You are viewing a plain text version of this content. The canonical link for it is here.
Posted to user@mesos.apache.org by James Vanns <jv...@gmail.com> on 2015/06/09 17:58:21 UTC

Threading model of mesos API (C++)

Hi. I'm toying with the mesos scheduler (C++) API and running into
unexpected race conditions. I have *not* synchronised access to attributes
of my Scheduler-derived class. Is the mesos library code threaded and
network communication asynchronous? What it *looks like* I'm seeing is my
statusUpdate() callback being executed before the return of
resourceOffers(). Naturally I call driver->launchTasks() inside
resourceOffers(). This is intermittent but generally triggered by tasks
that report status changes very quickly; eg. a task that fails instantly.

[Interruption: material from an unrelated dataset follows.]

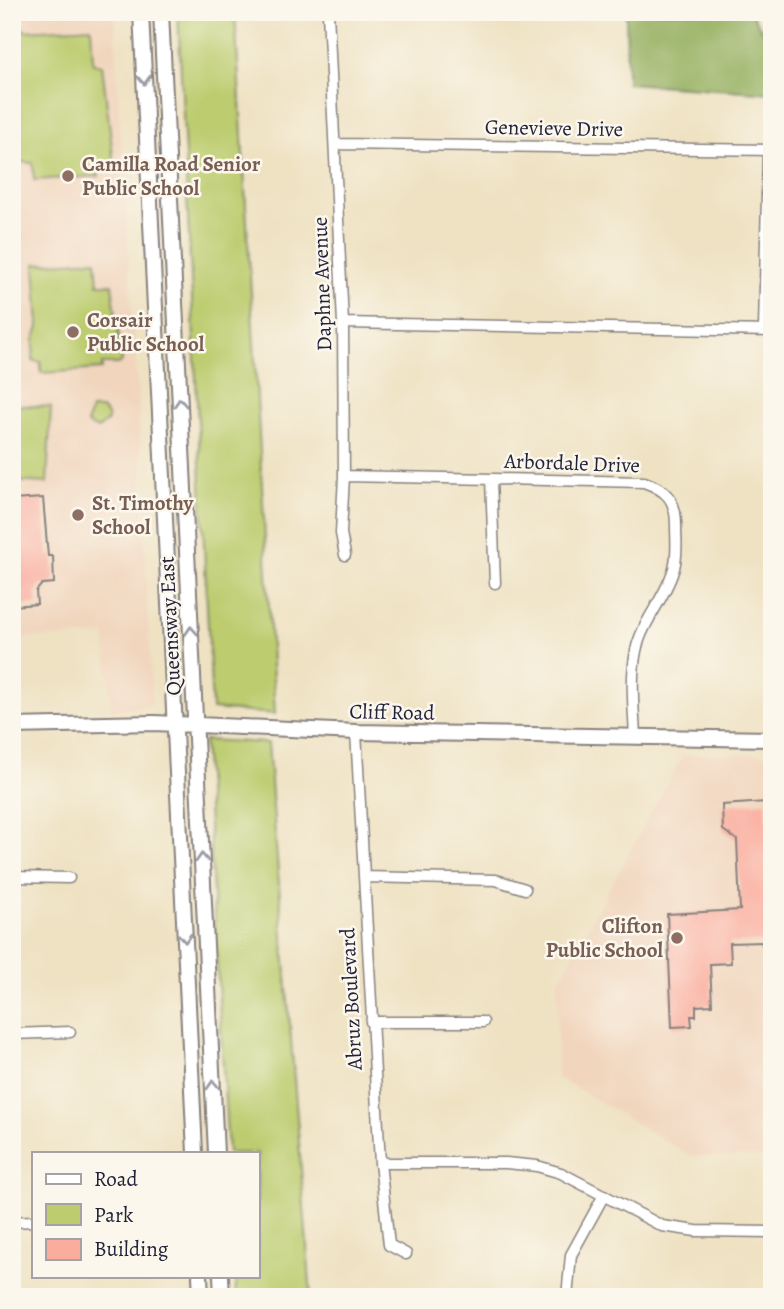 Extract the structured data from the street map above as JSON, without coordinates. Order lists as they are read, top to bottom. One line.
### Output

Can anyone point me in the right direction of any online API docs that
explain how callbacks are invoked? Distributed over a pool of worker
threads?

Also are the state transitions documented? Eg.
mesos::TASK_STAGING -> mesos::TASK_STARTING -> etc.

Cheers,

Jim

--
Senior Code Pig
Industrial Light & Magic

Re: Threading model of mesos API (C++)

Posted by James Vanns <jv...@gmail.com>.
Excellent. Thank you both for your time and efforts - and most importantly
clarifying behavior :)

Jim

Re: Threading model of mesos API (C++)

Posted by Alexander Gallego <ag...@concord.io>.
Jim,

Ben is correct.

Here is the test - I tested with Mesos-0.21 - :

https://gist.github.com/senior7515/bc79371324f1e50598a7

The synchronization i had was due to the fact that my scheduler services
requests to do more work, which is a shared queue between the
resourceOffers(...)  & my request handler.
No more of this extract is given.